▶ [WHAT YOU ARE ASKED TO DO]: Only the number is wanted: how many lines below contain "Hathaway"?

---- SOURCE DATA

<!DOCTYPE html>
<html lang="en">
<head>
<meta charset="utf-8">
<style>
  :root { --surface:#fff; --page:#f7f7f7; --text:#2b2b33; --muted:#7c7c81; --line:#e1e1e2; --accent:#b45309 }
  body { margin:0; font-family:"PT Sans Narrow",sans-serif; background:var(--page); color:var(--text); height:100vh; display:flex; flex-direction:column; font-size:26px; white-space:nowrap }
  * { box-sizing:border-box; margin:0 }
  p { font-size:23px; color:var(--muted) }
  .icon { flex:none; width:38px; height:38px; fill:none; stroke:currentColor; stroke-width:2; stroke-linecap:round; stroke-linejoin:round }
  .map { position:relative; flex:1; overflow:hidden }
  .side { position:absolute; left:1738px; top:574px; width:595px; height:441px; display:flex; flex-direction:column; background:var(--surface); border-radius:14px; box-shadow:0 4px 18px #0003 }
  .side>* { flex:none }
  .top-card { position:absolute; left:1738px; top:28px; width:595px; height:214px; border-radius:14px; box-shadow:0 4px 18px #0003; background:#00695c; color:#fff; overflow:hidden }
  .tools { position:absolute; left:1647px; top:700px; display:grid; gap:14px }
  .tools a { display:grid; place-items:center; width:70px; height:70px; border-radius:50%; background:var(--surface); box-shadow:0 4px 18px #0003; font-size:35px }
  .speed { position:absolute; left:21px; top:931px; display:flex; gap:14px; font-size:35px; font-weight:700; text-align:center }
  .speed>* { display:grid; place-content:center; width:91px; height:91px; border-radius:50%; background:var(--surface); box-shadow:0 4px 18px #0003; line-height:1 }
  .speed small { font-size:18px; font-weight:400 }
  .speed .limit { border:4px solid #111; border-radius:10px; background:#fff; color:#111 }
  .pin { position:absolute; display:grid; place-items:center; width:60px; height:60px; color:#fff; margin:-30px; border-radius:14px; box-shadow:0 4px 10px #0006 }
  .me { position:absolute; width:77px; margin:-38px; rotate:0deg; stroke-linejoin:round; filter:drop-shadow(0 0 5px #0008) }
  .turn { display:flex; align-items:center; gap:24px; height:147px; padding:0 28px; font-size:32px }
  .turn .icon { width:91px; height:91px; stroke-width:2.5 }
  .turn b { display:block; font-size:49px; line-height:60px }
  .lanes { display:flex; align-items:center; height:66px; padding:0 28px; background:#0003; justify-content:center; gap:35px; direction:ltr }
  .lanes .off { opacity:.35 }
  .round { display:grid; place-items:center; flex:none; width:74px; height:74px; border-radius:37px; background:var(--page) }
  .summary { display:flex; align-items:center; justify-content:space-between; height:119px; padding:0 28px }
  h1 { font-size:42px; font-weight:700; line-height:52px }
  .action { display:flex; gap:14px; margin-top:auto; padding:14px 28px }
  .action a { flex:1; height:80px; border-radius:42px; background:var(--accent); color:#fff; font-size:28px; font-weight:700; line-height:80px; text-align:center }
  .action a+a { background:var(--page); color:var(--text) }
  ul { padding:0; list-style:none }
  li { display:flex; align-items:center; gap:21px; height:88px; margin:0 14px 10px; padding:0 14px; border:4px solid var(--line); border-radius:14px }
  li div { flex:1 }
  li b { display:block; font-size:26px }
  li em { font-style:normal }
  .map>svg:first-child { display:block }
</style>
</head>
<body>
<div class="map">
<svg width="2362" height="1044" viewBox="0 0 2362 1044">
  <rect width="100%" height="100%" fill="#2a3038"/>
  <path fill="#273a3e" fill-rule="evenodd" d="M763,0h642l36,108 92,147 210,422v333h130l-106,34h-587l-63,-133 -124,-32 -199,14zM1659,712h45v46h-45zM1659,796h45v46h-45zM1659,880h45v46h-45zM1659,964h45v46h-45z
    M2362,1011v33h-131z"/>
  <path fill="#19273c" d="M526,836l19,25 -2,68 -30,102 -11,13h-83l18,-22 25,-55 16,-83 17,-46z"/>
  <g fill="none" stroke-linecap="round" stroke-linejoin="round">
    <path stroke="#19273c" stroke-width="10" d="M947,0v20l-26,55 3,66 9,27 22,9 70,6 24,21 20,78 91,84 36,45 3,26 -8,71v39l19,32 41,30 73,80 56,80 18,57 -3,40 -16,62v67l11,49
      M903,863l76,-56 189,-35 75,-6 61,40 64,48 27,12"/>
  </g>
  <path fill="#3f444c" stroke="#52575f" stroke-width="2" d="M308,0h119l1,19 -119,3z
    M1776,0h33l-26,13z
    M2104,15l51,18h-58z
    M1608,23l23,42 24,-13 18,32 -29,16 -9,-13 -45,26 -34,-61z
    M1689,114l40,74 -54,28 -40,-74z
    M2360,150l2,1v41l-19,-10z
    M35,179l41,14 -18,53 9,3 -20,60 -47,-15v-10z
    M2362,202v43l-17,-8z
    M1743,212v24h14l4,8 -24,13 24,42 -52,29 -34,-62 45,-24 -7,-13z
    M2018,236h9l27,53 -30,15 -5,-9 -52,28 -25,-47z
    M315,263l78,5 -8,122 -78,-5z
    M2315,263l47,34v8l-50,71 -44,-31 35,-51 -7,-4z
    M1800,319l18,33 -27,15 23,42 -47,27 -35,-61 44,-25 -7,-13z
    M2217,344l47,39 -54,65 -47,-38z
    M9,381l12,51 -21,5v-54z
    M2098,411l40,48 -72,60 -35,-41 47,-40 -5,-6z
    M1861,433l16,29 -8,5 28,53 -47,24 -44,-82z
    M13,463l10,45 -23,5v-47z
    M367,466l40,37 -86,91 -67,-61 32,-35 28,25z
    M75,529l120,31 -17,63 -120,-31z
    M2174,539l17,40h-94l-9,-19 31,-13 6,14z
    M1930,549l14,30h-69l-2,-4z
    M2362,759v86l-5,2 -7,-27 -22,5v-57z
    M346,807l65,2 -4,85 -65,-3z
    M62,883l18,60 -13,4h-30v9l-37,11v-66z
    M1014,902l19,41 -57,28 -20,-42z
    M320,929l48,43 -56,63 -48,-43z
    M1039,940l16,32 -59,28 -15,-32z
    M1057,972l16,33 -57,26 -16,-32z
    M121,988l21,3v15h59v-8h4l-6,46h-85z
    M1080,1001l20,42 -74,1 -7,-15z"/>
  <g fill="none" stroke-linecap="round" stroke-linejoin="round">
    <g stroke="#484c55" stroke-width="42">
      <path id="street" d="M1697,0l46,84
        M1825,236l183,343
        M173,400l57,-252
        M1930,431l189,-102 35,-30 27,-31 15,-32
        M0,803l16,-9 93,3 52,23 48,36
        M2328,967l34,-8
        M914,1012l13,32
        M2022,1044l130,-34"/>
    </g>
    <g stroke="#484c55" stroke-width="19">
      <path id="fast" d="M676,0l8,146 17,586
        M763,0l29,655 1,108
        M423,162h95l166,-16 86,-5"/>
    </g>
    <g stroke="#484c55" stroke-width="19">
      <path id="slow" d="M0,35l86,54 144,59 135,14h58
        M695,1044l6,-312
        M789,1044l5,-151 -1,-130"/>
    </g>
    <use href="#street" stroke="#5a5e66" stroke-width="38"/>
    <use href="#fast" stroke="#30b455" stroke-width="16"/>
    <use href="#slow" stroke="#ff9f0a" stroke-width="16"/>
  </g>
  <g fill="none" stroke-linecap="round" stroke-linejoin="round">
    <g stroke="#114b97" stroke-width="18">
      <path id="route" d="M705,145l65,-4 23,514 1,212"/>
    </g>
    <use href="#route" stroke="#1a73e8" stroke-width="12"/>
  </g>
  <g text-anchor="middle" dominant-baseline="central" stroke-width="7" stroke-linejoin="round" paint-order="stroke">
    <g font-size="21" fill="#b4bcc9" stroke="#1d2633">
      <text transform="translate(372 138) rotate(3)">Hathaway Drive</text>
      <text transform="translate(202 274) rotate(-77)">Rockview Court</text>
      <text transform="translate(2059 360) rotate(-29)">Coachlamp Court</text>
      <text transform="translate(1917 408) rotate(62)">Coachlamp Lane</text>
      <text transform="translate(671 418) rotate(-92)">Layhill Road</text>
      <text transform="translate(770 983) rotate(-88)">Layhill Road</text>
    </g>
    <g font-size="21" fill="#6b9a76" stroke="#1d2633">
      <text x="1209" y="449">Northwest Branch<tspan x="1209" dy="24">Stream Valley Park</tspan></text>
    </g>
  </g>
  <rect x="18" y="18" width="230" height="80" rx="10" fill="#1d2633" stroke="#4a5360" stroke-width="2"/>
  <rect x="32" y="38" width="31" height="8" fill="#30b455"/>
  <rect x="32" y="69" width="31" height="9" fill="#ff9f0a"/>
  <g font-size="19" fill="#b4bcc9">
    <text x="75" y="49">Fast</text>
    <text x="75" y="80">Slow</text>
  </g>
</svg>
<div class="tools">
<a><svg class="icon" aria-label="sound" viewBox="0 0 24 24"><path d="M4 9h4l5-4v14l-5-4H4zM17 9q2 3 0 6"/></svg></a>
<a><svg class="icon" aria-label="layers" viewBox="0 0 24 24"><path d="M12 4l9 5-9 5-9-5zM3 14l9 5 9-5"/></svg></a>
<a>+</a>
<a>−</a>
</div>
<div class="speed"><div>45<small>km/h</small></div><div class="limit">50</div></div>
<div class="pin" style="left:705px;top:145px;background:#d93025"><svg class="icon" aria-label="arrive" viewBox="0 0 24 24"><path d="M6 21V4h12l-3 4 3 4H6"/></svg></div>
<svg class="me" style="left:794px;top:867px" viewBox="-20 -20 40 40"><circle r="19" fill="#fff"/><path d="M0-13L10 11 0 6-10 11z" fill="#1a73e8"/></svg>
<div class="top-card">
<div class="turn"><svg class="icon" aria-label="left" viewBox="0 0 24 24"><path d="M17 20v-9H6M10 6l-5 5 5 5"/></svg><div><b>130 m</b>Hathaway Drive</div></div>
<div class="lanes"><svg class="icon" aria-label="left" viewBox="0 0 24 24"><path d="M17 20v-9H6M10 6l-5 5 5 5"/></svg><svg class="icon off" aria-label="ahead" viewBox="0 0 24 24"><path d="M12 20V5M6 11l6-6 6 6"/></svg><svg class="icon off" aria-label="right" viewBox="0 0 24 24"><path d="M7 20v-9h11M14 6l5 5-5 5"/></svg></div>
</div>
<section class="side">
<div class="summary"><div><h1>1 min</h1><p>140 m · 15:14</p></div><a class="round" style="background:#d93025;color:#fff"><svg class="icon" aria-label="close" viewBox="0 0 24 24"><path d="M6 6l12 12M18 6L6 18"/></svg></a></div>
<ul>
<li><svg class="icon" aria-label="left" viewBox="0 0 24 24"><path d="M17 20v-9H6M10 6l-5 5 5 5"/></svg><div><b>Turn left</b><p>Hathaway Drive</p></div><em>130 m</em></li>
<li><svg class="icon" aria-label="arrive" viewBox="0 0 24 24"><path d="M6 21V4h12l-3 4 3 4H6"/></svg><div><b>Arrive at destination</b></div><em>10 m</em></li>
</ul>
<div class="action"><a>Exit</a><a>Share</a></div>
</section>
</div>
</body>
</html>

--------

▶ [SOLUTION TO THE PROBLEM]: 3